At the same time landlords are generally hostile to students, as they consider them unreliable when it comes to paying rent. The situation has not been helped by the MoE’s delay in crediting off campus allowances. The MoE’s decision to withhold allowances during the three months vacation also means that the students have to vacate their rented houses during vacations. It would obviously be very difficult for the students to regain their rented accommodation when the semester starts, given the competition for accommodation in the city. Worse still, students have to incur additional expenses as they have to pay for their furniture and household appliances storage during vacations. It is a well known fact that some of the students have resorted to cajoling with working men, who, in return for sexual favours, help them with rent and other living expenses.

Having been tertiary students themselves, the loan sharks are very much aware of the calamities that off campus students face, and they are swift to move in and offer soft loans, at exorbitant interests, to “cushion”
against the financial rigors.

To desperate tertiary students who have no place to stay and study, the soft loan that they have to pay back a month later, with an additional 50% interest is the only available option.
For the loan sharks, they only have to have cash in hand all the time to satisfy the never ending queue of cash strapped students who come with cap in hand to beg for loans.

“You will be surprised by the numbers of students who call for money around from the 1st until the 5th.They are desperate and have nowhere to run.50% might seem like a lot to you, but when one is desperate there are limited options. I have never had problems with students stalling payment, because once they start borrowing money, it’s hard for them to stop, and it becomes a cycle. They pay and borrow more,” said one of the loan sharks who preferred not to be named.

Another loan shark said that he has resolved to deal with employees only as students are a hustle and have to be followed around for payment.

He said that some students have valid reasons for not being able to pay back, like the ministry delaying to credit their allowances, while others are simply dodgy characters.

“You know how difficult young people can be at times. They will ignore calls and try to dodge payment. We have at times been forced to follow them around to get them to pay.
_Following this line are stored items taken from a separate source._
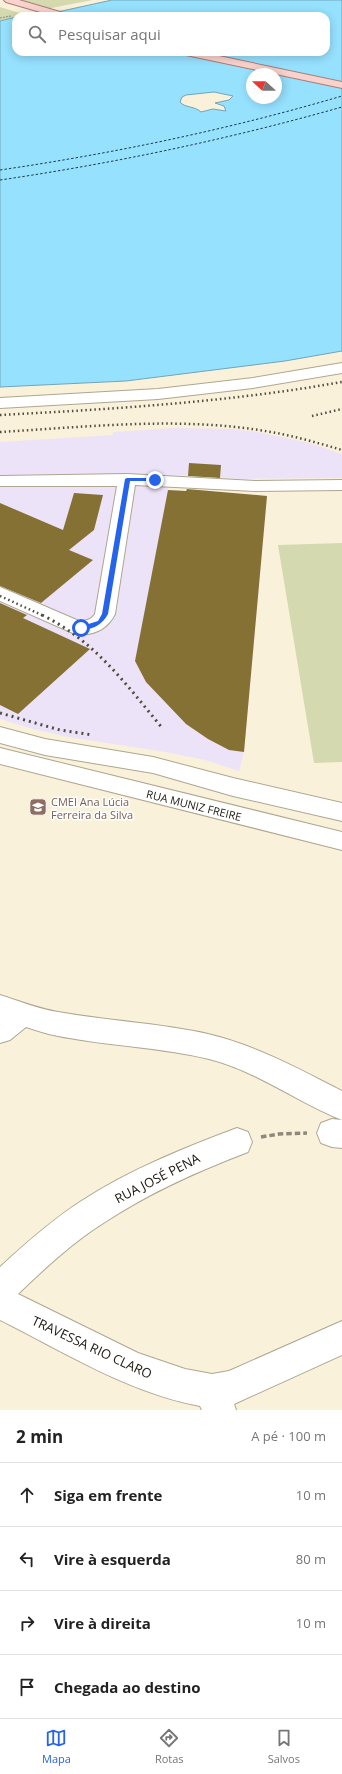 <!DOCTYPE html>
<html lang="pt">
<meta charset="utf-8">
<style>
body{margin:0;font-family:"Open Sans",sans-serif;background:#f2f2f2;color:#222}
.compass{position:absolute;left:246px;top:68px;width:36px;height:36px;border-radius:50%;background:#fff;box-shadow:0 2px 10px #0003;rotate:291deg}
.stop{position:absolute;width:12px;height:12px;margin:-9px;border:3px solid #2563eb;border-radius:50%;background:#fff}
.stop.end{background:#2563eb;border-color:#fff;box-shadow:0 1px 4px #0008}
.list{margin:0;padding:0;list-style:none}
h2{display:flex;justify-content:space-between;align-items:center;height:52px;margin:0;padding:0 16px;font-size:17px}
h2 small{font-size:13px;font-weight:400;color:#767676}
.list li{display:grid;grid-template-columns:26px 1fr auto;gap:12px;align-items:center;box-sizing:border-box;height:64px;padding:0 16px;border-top:1px solid #e0e0e0}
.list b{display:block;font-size:15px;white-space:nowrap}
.list em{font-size:13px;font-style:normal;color:#767676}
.icon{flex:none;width:22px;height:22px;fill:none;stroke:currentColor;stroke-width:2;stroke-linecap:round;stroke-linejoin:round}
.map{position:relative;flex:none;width:342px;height:1410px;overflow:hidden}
.search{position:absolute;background:#fff;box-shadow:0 2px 10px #0003;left:12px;right:12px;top:12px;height:44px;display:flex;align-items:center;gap:10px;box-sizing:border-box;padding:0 14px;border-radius:12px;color:#767676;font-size:15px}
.sheet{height:308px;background:#fff}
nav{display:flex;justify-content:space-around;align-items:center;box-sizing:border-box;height:56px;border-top:1px solid #e0e0e0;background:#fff;font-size:11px;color:#767676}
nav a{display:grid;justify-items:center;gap:2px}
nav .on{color:#2563eb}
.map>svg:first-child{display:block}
.industrial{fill:#ede3f8}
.green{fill:#d5d9af}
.water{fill:#96e1fe;stroke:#71a5b7;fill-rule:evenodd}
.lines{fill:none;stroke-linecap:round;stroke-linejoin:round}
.ferry{stroke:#193b48;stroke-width:1;stroke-dasharray:2.5 2;stroke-linecap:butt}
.building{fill:#867134}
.minor-casing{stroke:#aea690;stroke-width:2}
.major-casing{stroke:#a97d75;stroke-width:2}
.path-far1{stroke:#8f8979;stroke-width:1;stroke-dasharray:2 1;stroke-linecap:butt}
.path{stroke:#8f8979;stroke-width:3.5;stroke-dasharray:5.5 3;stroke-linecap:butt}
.minor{fill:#fff;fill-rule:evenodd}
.major{fill:#fad2cd;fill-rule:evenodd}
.rail-far1{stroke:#504c40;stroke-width:2.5;stroke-dasharray:1.5 3;stroke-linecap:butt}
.rail{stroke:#504c40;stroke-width:3;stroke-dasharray:2 4;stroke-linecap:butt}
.route{fill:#2563eb}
.labels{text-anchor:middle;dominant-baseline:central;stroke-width:3;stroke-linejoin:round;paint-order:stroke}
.education-label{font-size:11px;fill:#785e54;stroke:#fff;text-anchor:start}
.street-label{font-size:11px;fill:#1b1810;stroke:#fff}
.near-street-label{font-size:13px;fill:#1b1810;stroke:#fff}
</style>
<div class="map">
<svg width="342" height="1410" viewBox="0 0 342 1410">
<rect width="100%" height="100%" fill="#faf1da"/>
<path class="industrial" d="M176,428l55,1 27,3 52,11 32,11v24l-102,1 -67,-4 -5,15 99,6 -23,256 -5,19 -34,-11 -40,-8 -97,-15 -35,-8 -33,-10v-277l113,-7v-3z"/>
<path class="green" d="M13,0h80l-47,9z
M0,7l26,8 -10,1v1l-16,4z
M342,543v219l-28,1 -36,-218z"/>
<path class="water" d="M112,0h230v351l-57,10 -159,20 -126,6v-366l16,-4v35h310v-36h-303l39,-5zM252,74h24v24h-24zM214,92l19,4 -4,4 -14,3 9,3 2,5 -13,-2 -12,3c-6,-6 -16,-4 -21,-10l2,-5 4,-2z"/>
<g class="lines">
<path class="ferry" d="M0,170c116,-17 230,-41 342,-74
M0,180c116,-17 229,-41 342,-73"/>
</g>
<path class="building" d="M189,463l32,2 -1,13 -32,-2z
M187,489l80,7 -23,256 -15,-2 -21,-11 -22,-15 -40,-42 -11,-21 33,-171 18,1z
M74,493l29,2 -9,35 -25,20 24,10 -52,43 -41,-17v-83l63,27z
M0,603l27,12 -4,3 67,31 -72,65 -18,-9z"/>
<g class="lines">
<defs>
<path id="minor" d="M342,363v10l-89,15 -95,11 -158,9v-10l158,-9 95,-11z
M127,474l128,7 87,-1v10l-87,1 -120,-6 -20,129c-8,16 -22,22 -40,20l-75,-33v-14l79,34c7,0 12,-1 16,-7l22,-128h-117v-10z
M0,727l45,12 108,18 80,21 109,25v18l-109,-25 -80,-23 -108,-18 -45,-12z
M0,748l342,84v18l-342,-86z
M0,995c19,6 39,14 58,17 50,9 101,11 150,22 47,11 91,35 134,57v29c-45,-18 -85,-49 -133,-61 -50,-12 -101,-13 -151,-23 -11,-2 -22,-6 -32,-9l-16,13 -10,3z
M332,1119l10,1v28l-10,-1 -11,-4 -4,-10 4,-10z
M237,1128l11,4 4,10 -4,10c-50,19 -99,41 -143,70 -32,20 -60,46 -87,72l120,59 47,16 27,5 17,-3 113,-50v34l-108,49 2,6h-34l-2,-4c-71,-13 -136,-54 -200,-86v-53c26,-24 53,-48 83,-67 48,-31 101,-52 154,-72z"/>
<path id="major" d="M4,0h15l48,14 2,2h-15l-48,-14z
M181,52h19l142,30v6l-156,-33z"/>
</defs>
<use href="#minor" class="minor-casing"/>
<use href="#major" class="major-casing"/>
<path class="path-far1" d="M0,18l11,-2"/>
<path class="path" d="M261,1137l18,-3 28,-1"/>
<use href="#minor" class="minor"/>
<use href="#major" class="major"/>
<path class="rail-far1" d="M0,415c115,-6 229,-13 342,-33
M312,416l30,-7
M0,432c85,-5 174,-15 259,-2 28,4 56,12 83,20
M0,596l44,20"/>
<path class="rail" d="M42,615c53,26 84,69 121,114
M0,713l60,17 33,5"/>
</g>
<path class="route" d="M127,478h28l3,2 -3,1h-25l-22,133c-6,11 -16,17 -29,15v-2l19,-6 4,-7 23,-135z"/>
<defs>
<symbol id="school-square" viewBox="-11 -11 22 22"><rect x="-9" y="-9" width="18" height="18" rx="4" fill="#8d6e63" stroke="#fff"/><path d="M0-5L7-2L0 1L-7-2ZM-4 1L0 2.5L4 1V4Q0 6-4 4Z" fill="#fff"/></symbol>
</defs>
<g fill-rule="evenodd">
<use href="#school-square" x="28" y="797" width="20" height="20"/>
</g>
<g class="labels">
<g class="education-label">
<text x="51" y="801">CMEI Ana Lúcia<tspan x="51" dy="13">Ferreira da Silva</tspan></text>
</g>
<g class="street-label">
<text transform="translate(194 805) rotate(14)">RUA MUNIZ FREIRE</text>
</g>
<g class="near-street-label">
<text transform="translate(157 1178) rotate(-27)">RUA JOSÉ PENA</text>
<text transform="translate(92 1347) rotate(25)">TRAVESSA RIO CLARO</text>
</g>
</g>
</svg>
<svg class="compass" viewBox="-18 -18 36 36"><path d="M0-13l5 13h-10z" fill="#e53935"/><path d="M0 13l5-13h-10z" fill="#767676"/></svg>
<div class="stop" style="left:81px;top:628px"></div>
<div class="stop end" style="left:155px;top:480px"></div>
<div class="search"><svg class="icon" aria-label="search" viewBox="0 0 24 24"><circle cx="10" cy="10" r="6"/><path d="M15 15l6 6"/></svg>Pesquisar aqui</div>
</div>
<section class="sheet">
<h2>2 min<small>A pé · 100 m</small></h2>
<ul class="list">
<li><svg class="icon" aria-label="ahead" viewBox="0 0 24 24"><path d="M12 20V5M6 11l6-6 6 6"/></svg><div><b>Siga em frente</b></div><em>10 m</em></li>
<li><svg class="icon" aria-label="left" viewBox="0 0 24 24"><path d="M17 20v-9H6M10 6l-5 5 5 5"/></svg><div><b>Vire à esquerda</b></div><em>80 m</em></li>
<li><svg class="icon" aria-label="right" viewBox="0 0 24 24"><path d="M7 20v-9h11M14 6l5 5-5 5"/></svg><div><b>Vire à direita</b></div><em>10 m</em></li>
<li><svg class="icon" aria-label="arrive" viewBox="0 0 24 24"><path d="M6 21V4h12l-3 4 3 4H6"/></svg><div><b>Chegada ao destino</b></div></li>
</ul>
</section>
<nav>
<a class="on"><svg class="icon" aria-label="map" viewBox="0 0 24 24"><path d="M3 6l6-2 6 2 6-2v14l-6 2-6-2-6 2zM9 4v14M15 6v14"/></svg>Mapa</a>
<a><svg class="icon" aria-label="directions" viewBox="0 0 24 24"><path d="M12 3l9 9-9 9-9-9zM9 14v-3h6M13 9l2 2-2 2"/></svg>Rotas</a>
<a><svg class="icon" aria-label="saved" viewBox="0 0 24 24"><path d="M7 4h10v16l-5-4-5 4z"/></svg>Salvos</a>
</nav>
I have since decided to leave that headache and deal only with employees” he said.

A third year off campus student, Masego, confirmed that she is one of the many students who owe the loan sharks thousands of Pulas, saying that she was forced to borrow from them because she was running short of funds, as her parents could not help her out.

“The ministry was taking too long to credit our allowances, and the landlord had changed the locks to the room I was renting out. I had nowhere to go, and the loan sharks were the only alternative. We had signed agreements that we will pay rent on the first of every month. But if we can go up to the sixth without paying, what are we to do?”she said.

Unfortunately, Masego has put herself in a situation from which she has no hope of redeeming herself. Her monthly allowance from the MoE is P1, 400, while her rental in P800.On top of her rent, she also has to commute to school every day, buy food and pay utilities.

“My rent is P800, and when I borrow money at a 50% interest rate, I have to pay P1200 from my P1420 allowance. After paying back the money, I am left with no option but to borrow again. The same cycle continues every month. Maybe I will be saddled with the debts even after I graduate” she said.